Talend has released the findings of a survey of 169 IT decision makers, indicating big data, analytics and governance top the list of priorities in 2017. The findings show real-time analytics, metadata management, and self-service data access make up nearly 70 percent of the projects IT leaders intend to execute in 2017, as they get their data in shape to pursue artificial intelligence (AI) and machine learning in the future.
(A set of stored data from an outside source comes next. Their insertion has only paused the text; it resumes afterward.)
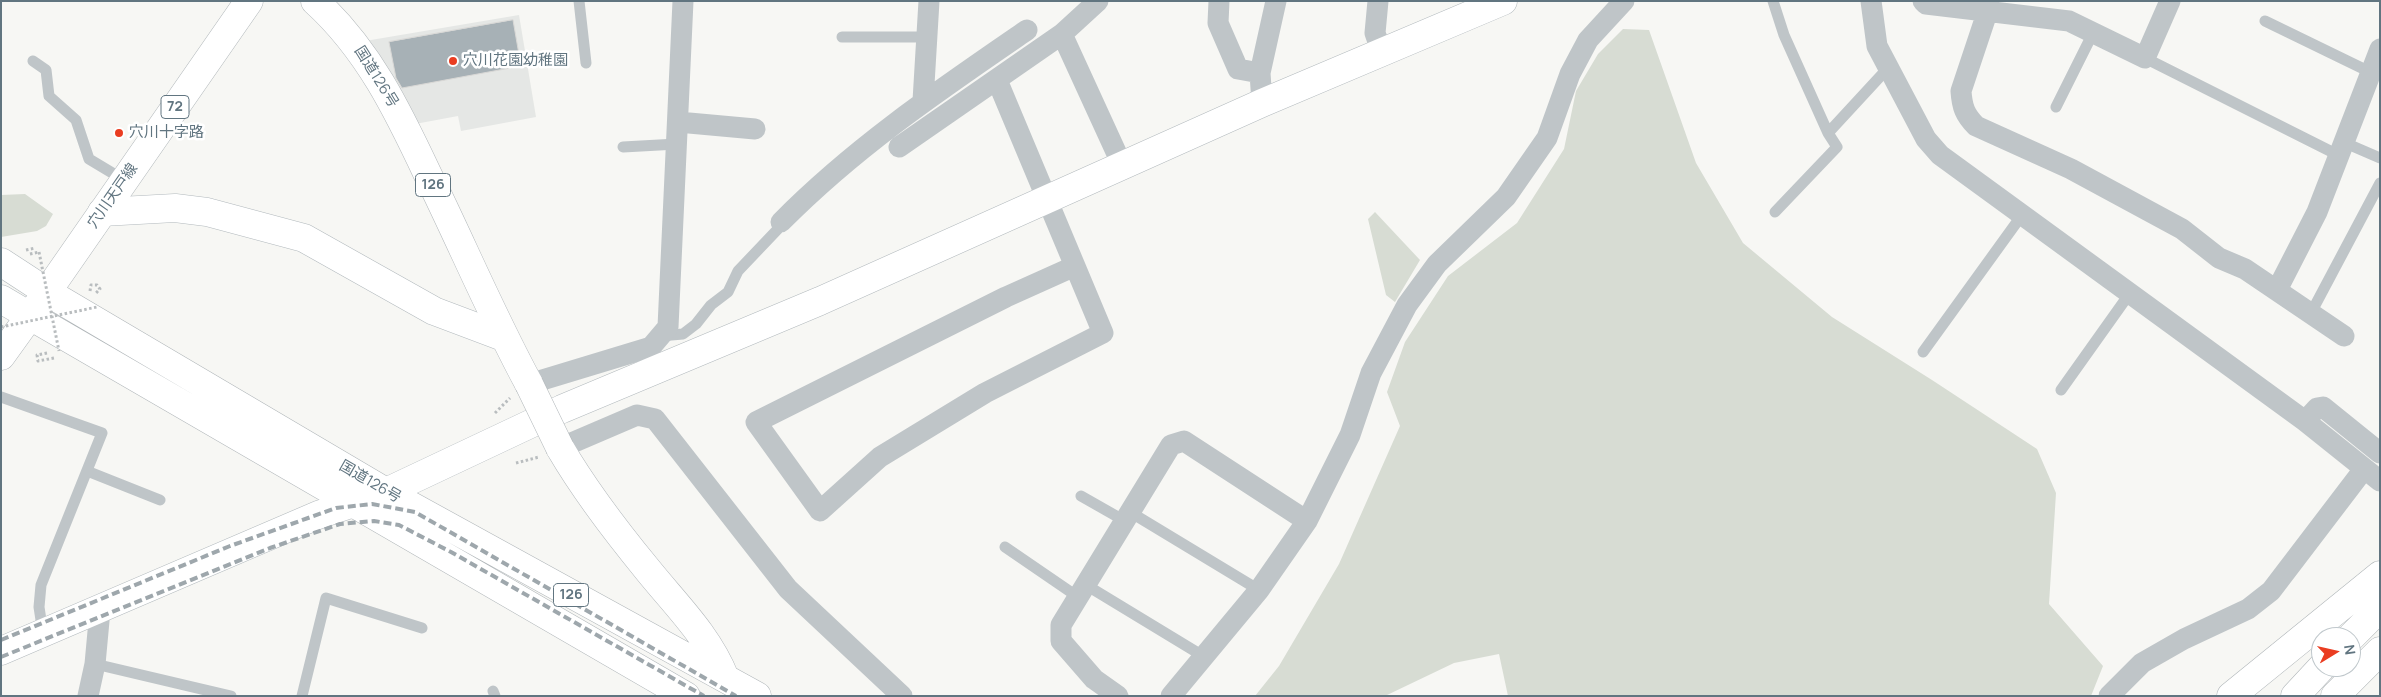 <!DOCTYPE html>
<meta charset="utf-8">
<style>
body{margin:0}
#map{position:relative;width:2381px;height:697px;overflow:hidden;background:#f7f7f4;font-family:Manrope,sans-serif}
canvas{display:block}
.frame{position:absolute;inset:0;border:2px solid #617580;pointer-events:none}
.north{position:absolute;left:2311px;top:627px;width:50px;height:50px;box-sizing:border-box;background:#fff;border:1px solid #c0c8cc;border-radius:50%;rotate:81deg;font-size:14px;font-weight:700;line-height:20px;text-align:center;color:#617580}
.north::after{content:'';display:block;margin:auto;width:18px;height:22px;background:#ea3d21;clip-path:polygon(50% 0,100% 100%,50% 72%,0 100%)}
</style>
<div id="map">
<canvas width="2381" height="697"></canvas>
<div class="frame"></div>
<div class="north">N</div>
</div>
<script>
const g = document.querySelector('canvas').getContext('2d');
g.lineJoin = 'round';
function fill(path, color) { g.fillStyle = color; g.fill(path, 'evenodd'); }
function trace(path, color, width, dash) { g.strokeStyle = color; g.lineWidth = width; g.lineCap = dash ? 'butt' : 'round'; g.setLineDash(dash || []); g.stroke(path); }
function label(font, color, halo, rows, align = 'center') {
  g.font = font + ' Manrope,"Noto Sans JP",sans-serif'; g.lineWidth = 5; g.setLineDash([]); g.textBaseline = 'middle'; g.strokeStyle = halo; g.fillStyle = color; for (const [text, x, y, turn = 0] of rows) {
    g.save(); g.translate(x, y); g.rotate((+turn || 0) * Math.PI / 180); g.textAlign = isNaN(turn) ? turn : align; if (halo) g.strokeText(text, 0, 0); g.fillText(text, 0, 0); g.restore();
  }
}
const built = new Path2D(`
 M519,15l17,102 -75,14 -3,-15 -43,8 -50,-83z`);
const green = new Path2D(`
 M1623,29l26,1 47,133 47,80 89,74 100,63 105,69 19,44 -7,111 54,62 -12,30h-583l-9,-42 -45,9 -69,33h-130l24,-30 60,-102 61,-138 -13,-34 18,-50 43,-66 69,-53 47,-74 12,-58 22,-37z
 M25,194l28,20 -7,12 -9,5 -36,6v-42z
 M1375,212l45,48 -25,42 -9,-7 -18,-76z`);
const building = new Path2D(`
 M513,20l8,46 -119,22 -6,-10 -7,-36z`);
const path = new Path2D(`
 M26,250l9,-2
 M30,254l9,-2
 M90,291l1,-6h6l3,4 -4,4
 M47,353l-10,2 1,6 16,-3
 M495,413l15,-15
 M516,463l23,-6`);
const lane = new Path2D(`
 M579,1l7,62
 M1773,1l11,34 44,98 9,14 -62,65
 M2265,21l105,51
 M842,37h85
 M2145,58l193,97
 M33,61l13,9 3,26 27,24 13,39 35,21
 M2056,107l37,-74
 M1828,133l60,-65
 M2343,142l37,16
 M623,147l54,-3
 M2311,313l69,-130
 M660,336l23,-2 13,-10 15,-19 17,-13 10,-21 39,-41 4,-8
 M1923,352l99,-137
 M2061,390l69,-97
 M1,397l101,36 -61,152 -2,22 4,26
 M87,471l73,29
 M1081,496l44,25
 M1130,512l129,78
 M1005,547l73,50
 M1086,585l117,71
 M95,664l136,32
 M493,691l2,5
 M302,696l24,-98 96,30`);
const street = new Path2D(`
 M1219,1l-1,22 20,46 22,4
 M1378,1l-3,32 7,20
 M1871,1l6,45 49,93 14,16 365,266 75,60
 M1923,1l3,3 143,17 76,37 25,-57
 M1987,13l-26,78c1,16 4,24 15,35l95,43 111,60 37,29 26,11 99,67
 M1062,34l60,131
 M997,80l106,253 -118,60 -105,64 -60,54 -64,-89 250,-125 69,-31
 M923,101l6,-100
 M1262,103l-2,-30 16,-72
 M678,122l77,7
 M899,147l163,-113 36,-33
 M781,222c74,-75 160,-133 246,-192
 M2277,290l40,-78 63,-163
 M529,384l122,-37 17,-20 15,-326
 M2305,421l12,-13 6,-1 57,46
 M560,448l77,-33 18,4 133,170 114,107
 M88,696l7,-32 5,-54
 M1118,696l-24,-17 -33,-38v-16l110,-180 13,-4 123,80
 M1171,696l88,-106 48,-69 43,-86 21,-62 36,-68 30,-41 69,-67 41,-59 23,-64 18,-34 36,-39
 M2109,696l33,-33 42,-24 64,-30 23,-18 93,-122`);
const secondary = new Path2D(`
 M102,212l73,-4 32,4 97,26 130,73 69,26
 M1,262l46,30
 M1,299l29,17
 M1,651l317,-136 68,-23 176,-83 258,-108 442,-198 241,-102`);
const primary = new Path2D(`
 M47,292l202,-291`);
const highway = new Path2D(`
 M315,1c53,48 83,110 113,174 34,69 64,141 101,209
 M30,316l656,380
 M1,356l46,-64 339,200 371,204
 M560,448c25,43 55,82 87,121 28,35 61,66 78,109
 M2351,637l29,-29
 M2231,696l149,-121
 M2295,696l27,-29
 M2335,696l45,-45`);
const rail = new Path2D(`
 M1,640l229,-94 106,-38 36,-4 43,8 321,184
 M1,657l269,-109 70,-24 34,-3 25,4 52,27 253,144`);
const pathBridge = new Path2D(`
 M39,252l20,99
 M1,327l96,-20`);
const highwayBridge = new Path2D(`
 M529,384l31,64`);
const markers = [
 [453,61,5,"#ea3d21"],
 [119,133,5,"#ea3d21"]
];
const shields = [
 [175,107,28],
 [433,185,35],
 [571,595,35]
];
const shieldNames = [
 ["72",175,107],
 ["126",433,185],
 ["126",571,595]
];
const poiNames = [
 ["穴川花園幼稚園",463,61],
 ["穴川十字路",129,133]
];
const streetNames = [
 ["国道126号",376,77,58],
 ["穴川天戸線",113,196,-55],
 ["国道126号",370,482,30]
];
fill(built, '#e5e7e5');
fill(green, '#d7dcd3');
fill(building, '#a7b1b6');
trace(building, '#d9d8d6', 1);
trace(secondary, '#b2b9bd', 29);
trace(primary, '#b1b7ba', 29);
trace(highway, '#b0b6b9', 29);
trace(path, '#b9bdbf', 3, [2.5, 2.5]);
trace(lane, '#bfc5c8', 11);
trace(street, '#bfc5c8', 21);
trace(secondary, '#fff', 28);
trace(primary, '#fff', 28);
trace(highway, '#fff', 28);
trace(rail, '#9ea7ac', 4, [8, 4]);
trace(highwayBridge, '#b0b6b9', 29, []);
trace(pathBridge, '#b9bdbf', 3, [2.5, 2.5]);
trace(highwayBridge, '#fff', 28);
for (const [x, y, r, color] of markers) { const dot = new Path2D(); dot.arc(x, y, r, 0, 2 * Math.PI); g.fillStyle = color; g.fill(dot); trace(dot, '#fff', 2); }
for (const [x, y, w] of shields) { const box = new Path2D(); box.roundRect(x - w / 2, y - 11.5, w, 23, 4); g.fillStyle = '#fff'; g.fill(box); trace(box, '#617580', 1); }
label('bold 14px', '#617580', null, shieldNames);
label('15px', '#617580', '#fff', poiNames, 'left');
label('15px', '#617580', '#fff', streetNames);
</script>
  • Friday, 10th March 2017 Posted 7 years ago in by Phil Alsop
The survey, conducted at Talend Connect Paris, reveals that while the push toward digital transformation continues to be a focus, CIOs are also being challenged to spend both time and budget maintaining day-to-day business operations. As a result, their focus for the year ahead is split between technology advancement and “keeping the lights on.”
 
“Even today’s savviest digital leaders recognize that technology alone doesn’t make companies more data-driven,” said Ashley Stirrup, Talend’s chief marketing officer. “Instead, they understand the importance of blending the right people, processes, and technologies needed to increase the strategic value of their data. These leaders create a culture that views data as a strategic asset that should be infused into every step of a decision-making process. This discipline delivers the business agility needed to remain competitive in today’s marketplace.”
 
The most notable CIO insights revealed by the survey include:
 
·         Big Data Projects are on the Rise: Enterprise organizations have reached a new level of comfort with big data, with just over 80 percent of respondents indicating they have plans for at least one big data initiative in 2017, which is almost double the number of completed big data projects in 2016. Focus areas for 2017 initiatives include big data analytics and customer-360 initiatives.
 
·         Real-Time Analytics is Top Priority: Twenty-six percent of respondents noted real-time analytics as their top priority for 2017. Metadata management was a close second at 20 percent, and self-service data preparation was a priority for 18 percent of respondents. While AI/Machine learning and Internet of Things (IoT) are on the radar of many CIOs, they rank much lower in importance, garnering only 10 percent and five percent of votes respectively.
 
·         Big Data is Most Often Used to Drive Internal Process Improvements and Advance Customer Service: The job of any IT leader is often split between introducing new technologies to improve the business and keeping everything running securely and cost effectively. This may explain why 27 percent of respondents noted the most valuable impact big data has made on their organization is helping improve internal processes. This was followed closely by improved customer service (20 percent), reducing operating costs (17 percent), and creating new revenue streams (17 percent).
 
·         IT/Business Relationship is Biggest Hurdle to Becoming Data-Driven: Thirty-five percent of survey respondents noted their biggest challenge to becoming data-driven was the relationship between IT and the business. Notably, this relationship gap was more of an obstacle than either budget (23 percent) or having suitable skills, which was only seen as a challenge by 16 percent of respondents.
 
·         Data Governance, Quality and Self-Service Trouble IT: When asked which of the following was the highest priority for their organization, IT decision makers showed a fairly-even split between data governance (37 percent), data quality (33 percent) and self-service (31 percent). These results highlight the pressure felt by organizations to ensure data is clean, managed and widely accessible so employees can leverage it for business success.
 
"Aligning data-consumption and data-management priorities can lead to a constructive friction in the enterprise, said Toph Whitmore, principal analyst covering big data and analytics at Blue Hill Research. “Leadership is challenged to ensure the success of both the IT managers serving data and the line-of-business stakeholders acting upon it. That's easier said than done, especially when romantic expectations of all-you-can-eat self-service exceed limits of enterprise data governance mandates. But when self-service is delivered in a timely, transparent, governed way, IT leadership ensures security, provides trusted data services and ultimately informs the right business action downstream in the DataOps workflow."